我平時就喜歡低調,但這一次的謙遜,似乎是最有價值的。
走夜路回到張榮娟家裡的時候,王乾就在門口站著,看到我回來,轉身就進了院子。
我小聲嘀咕了一句:“死傲嬌。”
跟他前後腳進去之後,院子裡居然已經搭好了兩個帳篷。
我們在張榮娟家裡接住,可她們家住房也不寬裕,好在我們自己有所準備。
張榮娟身體虛弱,已經早早的睡下了,林大少因為打鼾的毛病,被我們趕到另一頂鄭鵬,我們仨寧願擠一點兒,也沒人願意跟他同床共寢。
饒是如此,這本該寂靜的夜晚,還是充斥了林大少的鼾聲。這貨真是心大,倒哪兒都能吃能睡的,不免讓人羨慕。
翌日一早,王乾第一個忍不住了,鑽出帳篷把林大少給叫醒。
我們仨也不好意思在人家院子裡睡大覺,就早早的起床。
林大少明明睡得最香,卻還是最沒精神的一個,嘴角掛著口水,迷迷瞪瞪的跟行屍走肉似的。
“胖子,我突然有點兒為董玉蝶的後半生感到擔憂。
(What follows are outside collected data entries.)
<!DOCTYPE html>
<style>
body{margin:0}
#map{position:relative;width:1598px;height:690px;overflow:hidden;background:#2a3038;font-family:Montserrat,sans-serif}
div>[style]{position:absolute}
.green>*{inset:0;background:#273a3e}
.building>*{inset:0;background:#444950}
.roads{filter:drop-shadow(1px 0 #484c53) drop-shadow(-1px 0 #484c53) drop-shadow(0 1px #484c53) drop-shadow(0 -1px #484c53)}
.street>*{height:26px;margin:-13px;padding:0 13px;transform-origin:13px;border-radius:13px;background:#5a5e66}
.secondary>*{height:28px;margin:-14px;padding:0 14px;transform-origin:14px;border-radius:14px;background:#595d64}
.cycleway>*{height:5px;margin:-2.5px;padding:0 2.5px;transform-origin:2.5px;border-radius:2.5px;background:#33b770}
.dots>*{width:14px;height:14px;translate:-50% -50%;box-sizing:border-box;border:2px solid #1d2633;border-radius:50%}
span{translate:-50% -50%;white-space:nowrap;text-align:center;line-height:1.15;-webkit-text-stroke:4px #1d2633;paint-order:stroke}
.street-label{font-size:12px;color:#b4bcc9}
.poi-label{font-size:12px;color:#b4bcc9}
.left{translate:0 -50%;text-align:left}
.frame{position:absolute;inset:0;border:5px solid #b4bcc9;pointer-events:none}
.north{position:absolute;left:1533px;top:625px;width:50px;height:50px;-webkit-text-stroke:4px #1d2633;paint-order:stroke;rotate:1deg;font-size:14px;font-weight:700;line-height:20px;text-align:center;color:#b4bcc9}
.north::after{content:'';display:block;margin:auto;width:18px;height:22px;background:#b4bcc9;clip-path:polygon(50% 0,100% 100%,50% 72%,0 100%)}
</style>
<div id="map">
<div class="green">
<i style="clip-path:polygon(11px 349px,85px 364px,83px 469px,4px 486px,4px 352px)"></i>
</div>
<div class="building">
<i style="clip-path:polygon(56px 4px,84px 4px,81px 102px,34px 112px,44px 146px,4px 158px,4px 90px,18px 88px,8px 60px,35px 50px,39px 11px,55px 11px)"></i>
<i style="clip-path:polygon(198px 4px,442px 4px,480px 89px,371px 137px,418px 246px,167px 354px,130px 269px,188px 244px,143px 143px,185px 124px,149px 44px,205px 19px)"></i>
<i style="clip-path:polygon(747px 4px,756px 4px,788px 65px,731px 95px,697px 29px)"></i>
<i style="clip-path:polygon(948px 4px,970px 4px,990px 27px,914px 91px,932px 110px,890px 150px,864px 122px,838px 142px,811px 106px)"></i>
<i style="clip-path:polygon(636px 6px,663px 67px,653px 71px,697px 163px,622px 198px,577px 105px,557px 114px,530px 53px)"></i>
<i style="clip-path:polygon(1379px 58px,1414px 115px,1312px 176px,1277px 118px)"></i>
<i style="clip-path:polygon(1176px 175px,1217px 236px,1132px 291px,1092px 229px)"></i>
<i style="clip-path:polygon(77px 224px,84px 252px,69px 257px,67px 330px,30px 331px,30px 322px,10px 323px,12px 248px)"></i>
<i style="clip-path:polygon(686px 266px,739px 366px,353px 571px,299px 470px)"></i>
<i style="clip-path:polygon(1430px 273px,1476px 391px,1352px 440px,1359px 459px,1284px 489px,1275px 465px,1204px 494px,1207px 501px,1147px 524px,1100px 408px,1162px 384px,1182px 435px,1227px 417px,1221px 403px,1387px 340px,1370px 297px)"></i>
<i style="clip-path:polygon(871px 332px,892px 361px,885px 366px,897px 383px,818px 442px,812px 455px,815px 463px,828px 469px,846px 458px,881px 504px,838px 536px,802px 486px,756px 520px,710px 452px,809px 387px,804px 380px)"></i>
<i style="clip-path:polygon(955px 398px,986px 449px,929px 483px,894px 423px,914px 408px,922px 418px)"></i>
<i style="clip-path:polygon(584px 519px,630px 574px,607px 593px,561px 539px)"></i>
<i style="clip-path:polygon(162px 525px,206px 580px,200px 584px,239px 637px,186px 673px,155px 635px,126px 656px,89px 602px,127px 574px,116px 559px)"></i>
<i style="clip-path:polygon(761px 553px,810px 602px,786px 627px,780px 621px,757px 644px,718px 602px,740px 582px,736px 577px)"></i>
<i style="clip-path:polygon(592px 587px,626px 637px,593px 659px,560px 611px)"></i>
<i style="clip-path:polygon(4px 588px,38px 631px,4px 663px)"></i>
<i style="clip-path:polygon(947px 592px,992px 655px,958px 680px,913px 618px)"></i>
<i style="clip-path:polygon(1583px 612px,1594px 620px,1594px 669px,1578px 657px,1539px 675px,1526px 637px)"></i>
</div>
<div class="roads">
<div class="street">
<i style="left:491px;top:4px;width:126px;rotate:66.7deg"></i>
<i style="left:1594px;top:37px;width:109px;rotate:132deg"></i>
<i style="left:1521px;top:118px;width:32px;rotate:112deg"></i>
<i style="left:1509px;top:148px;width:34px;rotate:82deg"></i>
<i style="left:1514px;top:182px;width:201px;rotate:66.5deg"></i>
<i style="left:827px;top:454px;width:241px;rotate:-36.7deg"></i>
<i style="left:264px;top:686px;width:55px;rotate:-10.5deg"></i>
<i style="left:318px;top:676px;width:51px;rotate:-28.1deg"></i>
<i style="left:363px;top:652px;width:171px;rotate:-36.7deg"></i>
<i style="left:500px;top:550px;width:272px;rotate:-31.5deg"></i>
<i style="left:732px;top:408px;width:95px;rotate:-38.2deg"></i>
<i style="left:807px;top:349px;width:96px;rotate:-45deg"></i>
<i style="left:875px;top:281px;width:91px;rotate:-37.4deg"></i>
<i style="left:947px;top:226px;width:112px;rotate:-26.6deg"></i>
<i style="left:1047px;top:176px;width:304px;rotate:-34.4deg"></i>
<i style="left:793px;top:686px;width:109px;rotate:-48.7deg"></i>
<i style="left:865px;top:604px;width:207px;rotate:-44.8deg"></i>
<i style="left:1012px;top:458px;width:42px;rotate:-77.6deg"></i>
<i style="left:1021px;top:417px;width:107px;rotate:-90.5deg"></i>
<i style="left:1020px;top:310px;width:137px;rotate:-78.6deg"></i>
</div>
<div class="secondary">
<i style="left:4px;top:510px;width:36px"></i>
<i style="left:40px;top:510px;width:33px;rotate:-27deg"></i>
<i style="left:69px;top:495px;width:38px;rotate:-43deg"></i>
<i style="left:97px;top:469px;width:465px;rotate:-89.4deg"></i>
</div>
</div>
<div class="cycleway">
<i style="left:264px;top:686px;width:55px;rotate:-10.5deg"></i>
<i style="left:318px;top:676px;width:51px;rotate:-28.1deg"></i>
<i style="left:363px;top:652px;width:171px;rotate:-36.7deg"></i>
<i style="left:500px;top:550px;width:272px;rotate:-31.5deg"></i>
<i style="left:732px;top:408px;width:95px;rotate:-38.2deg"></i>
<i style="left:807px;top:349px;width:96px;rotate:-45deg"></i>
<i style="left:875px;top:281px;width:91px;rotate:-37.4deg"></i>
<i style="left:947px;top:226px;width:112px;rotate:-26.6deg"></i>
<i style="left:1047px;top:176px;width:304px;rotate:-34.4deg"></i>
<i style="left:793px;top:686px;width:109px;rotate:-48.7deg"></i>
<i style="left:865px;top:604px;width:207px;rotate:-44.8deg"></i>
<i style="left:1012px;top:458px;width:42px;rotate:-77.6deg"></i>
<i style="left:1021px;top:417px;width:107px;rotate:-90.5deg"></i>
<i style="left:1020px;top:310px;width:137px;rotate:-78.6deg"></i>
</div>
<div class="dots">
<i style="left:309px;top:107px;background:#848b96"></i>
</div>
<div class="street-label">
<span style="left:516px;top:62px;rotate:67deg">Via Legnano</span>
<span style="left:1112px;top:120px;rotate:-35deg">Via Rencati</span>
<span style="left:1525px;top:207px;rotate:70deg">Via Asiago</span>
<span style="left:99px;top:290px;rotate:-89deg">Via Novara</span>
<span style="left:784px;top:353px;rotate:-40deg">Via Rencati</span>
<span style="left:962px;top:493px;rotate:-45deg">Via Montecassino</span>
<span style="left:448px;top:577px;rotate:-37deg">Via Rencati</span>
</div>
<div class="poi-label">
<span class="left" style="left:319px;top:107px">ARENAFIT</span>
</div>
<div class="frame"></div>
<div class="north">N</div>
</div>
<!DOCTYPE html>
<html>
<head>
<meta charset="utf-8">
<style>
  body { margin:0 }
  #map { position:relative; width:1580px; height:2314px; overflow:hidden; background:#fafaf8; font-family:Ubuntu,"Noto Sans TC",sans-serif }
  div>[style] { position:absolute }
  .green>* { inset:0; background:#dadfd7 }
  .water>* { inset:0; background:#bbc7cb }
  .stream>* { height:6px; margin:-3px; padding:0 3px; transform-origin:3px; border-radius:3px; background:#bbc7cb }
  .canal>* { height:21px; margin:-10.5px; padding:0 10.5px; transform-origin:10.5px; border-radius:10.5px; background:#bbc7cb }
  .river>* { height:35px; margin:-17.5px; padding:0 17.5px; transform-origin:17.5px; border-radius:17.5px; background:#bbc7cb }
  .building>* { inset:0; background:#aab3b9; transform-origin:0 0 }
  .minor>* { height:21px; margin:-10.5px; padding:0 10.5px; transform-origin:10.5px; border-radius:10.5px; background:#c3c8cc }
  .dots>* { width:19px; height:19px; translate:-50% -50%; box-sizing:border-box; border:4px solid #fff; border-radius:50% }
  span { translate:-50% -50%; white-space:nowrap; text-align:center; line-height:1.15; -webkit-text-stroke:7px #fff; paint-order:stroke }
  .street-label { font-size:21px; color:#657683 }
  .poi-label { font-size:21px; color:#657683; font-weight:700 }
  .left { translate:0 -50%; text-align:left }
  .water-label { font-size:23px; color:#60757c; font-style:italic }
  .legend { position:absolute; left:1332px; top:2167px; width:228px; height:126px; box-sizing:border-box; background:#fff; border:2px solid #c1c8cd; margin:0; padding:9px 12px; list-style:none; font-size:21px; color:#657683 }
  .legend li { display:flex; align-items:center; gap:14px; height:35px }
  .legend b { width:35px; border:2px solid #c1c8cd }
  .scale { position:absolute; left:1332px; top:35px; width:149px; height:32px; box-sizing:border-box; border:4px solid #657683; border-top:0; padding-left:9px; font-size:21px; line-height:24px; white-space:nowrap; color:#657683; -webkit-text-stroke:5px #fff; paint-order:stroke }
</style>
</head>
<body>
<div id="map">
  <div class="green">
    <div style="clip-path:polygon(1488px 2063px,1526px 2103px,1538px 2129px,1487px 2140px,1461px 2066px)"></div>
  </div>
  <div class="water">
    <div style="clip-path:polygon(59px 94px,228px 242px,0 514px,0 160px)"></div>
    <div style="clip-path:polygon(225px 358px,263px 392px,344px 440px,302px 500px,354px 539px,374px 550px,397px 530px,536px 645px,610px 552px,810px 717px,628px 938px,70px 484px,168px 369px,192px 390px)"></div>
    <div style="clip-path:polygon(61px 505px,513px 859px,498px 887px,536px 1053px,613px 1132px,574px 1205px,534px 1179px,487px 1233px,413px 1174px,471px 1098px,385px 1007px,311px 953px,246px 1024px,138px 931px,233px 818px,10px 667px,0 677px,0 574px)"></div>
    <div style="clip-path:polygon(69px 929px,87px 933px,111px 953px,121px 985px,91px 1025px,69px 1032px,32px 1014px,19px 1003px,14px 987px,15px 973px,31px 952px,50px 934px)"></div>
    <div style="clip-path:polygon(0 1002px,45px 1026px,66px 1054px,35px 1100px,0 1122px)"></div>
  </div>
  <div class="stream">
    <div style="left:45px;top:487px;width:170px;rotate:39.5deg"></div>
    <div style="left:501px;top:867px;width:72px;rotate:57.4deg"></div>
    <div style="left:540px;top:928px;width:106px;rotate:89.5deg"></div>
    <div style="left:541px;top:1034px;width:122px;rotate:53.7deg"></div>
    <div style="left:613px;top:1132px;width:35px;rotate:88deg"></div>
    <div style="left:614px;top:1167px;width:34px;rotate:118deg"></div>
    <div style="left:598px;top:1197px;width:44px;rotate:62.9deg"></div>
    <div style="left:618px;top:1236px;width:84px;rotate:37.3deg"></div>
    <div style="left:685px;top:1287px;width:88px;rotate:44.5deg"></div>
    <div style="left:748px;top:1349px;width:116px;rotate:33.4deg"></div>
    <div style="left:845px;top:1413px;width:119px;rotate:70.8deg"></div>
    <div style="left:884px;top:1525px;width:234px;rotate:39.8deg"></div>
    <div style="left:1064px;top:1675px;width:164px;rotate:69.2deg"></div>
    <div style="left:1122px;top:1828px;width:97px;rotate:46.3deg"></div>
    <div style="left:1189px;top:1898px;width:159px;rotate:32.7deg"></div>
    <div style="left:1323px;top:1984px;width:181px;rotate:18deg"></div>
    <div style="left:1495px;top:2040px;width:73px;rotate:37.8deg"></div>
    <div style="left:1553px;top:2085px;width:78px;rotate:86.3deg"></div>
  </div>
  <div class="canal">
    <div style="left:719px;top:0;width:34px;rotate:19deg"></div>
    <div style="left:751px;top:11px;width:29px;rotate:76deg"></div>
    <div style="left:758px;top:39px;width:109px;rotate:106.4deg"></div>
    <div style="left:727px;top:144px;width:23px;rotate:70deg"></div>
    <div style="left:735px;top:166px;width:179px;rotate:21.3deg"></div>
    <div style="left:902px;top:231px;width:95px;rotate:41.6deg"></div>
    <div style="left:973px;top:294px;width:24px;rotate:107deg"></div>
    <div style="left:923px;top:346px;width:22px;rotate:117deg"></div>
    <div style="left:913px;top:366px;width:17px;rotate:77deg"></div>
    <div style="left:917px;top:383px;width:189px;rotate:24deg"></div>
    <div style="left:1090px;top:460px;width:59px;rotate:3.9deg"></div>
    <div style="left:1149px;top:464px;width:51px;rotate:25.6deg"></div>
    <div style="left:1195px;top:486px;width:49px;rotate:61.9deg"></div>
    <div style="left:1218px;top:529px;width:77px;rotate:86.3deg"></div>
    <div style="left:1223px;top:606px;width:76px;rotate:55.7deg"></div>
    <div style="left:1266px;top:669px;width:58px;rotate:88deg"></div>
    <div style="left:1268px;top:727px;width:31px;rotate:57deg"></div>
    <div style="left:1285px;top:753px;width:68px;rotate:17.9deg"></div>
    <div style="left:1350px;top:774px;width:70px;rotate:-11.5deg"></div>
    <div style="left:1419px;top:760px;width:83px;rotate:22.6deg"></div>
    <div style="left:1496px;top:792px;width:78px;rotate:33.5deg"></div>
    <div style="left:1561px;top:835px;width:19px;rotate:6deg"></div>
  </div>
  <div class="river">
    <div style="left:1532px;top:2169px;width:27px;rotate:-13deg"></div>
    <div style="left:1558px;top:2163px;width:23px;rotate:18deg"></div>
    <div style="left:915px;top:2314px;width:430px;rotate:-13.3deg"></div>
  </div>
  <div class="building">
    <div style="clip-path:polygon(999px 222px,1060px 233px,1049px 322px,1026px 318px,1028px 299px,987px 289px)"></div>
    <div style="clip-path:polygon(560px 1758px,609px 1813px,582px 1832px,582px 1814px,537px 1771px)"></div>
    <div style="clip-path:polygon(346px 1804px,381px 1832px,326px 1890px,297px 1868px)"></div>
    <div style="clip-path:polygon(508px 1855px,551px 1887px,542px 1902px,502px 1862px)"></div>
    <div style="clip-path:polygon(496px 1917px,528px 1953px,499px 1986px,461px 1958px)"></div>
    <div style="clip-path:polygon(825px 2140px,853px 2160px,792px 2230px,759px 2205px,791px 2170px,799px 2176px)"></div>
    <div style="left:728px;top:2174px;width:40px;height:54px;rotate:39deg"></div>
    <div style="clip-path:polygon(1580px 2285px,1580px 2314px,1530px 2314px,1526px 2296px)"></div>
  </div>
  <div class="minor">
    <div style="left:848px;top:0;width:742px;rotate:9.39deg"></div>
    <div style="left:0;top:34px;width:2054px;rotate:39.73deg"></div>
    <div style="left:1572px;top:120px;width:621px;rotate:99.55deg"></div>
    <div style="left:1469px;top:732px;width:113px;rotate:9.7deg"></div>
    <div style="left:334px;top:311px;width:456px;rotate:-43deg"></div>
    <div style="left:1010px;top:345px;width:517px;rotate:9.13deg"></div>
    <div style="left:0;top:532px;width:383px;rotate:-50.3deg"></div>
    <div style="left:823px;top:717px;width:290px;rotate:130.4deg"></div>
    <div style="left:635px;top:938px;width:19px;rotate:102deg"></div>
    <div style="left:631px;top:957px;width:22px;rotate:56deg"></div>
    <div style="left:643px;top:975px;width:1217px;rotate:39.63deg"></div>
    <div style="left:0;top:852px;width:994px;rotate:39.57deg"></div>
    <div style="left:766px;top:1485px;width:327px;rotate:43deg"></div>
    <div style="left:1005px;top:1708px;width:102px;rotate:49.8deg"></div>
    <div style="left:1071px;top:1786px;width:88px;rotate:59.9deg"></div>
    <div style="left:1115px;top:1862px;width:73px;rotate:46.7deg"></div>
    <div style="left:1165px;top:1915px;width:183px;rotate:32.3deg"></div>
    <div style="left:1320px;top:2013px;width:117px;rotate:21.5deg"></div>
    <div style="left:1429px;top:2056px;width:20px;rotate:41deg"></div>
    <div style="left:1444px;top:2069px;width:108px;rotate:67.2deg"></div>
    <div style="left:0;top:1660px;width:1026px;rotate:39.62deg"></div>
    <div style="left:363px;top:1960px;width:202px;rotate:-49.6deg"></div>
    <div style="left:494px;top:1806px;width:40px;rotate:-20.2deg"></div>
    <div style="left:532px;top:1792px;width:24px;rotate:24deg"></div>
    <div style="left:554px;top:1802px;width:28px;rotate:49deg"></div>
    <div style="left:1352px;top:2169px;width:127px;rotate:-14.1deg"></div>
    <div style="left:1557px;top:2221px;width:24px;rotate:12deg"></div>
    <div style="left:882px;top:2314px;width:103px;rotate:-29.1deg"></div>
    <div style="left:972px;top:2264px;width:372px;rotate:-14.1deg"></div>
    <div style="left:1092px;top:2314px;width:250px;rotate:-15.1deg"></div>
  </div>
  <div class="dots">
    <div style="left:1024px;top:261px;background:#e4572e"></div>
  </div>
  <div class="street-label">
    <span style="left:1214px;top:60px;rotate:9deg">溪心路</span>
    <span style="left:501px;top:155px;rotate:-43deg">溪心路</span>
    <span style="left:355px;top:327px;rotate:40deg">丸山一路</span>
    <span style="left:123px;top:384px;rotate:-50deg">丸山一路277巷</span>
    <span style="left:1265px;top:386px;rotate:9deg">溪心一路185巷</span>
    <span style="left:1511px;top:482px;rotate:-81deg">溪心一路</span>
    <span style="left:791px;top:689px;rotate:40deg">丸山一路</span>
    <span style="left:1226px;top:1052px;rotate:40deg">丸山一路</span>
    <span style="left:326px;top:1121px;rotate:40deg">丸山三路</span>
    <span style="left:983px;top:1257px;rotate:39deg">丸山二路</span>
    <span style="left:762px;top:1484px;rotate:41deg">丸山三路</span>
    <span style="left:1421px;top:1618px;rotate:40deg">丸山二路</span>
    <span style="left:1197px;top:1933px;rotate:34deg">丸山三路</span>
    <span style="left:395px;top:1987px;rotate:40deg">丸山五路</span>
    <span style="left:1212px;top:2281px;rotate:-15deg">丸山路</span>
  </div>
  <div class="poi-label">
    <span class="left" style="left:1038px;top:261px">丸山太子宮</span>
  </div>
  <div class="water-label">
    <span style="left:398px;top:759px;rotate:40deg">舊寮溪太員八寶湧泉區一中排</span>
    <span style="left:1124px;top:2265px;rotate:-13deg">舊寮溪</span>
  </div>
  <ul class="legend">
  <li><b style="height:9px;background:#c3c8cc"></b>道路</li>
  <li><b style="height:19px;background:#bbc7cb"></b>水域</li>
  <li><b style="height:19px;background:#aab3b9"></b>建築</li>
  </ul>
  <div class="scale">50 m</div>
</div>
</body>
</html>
”我隨口調侃。
林大少擦了擦眼屎,小聲嘀咕:“那是我媳婦兒,你擔心個逑?”
我忍不住發笑:“我擔心她下半輩子是睡不好覺了,就你這呼嚕聲,我都怕你一口氣沒上來憋過去。”
嬉鬧了一陣之後,屋子裡的母女二人也起床了,付雅涵懂事的讓人心疼,早早的就去準備餐食。
我看著她比灶臺高不了多少,就趕緊張羅著去幫忙,四個大男人,手忙腳亂的弄得鍋碗瓢盆乒乓作響,總算也忙活出了一頓簡單的早飯。
張榮娟也難得能夠下床,昨天吐了口血之後,她的氣色反而是好了不少。
人就是這樣,有些時候就是心病誘發體疾, 心裡沒了鬱結,身體也會好上許多。
吃完飯之後,付雅涵就準備去給小陽子送飯,我乾脆代勞了,讓她留在家裡陪伴張榮娟。
出門的時候,我順道叫上了林大少,想讓這貨多運動運動。
拎著竹籃子到了村外的茅草屋,小陽子雙目紅腫,顯然是昨天晚上又哭過了。
“入土為難,你哥現在已經下葬了,塵歸塵土歸土,也算是個歸宿。”
我安慰了幾句,林大少嫌這屋裡屍臭味太大,待在門口不願意進來,這會聽到我和小陽子說話,又在門外叫我。
“三兒,你倆出來看看那山上,是不是有人去刨金肆的墳了?”
小陽子趕緊丟下了碗筷出去,我們仨在底下也看不太清楚,但昨天安葬金肆的那座山崖上,的確是人頭攢動,有些還帶著工具。
“哥!我哥!”
小陽子撒腿就跑,我丟下林大少自己跟上,一口氣跑上去之後,才發現不是我們想的那回事兒。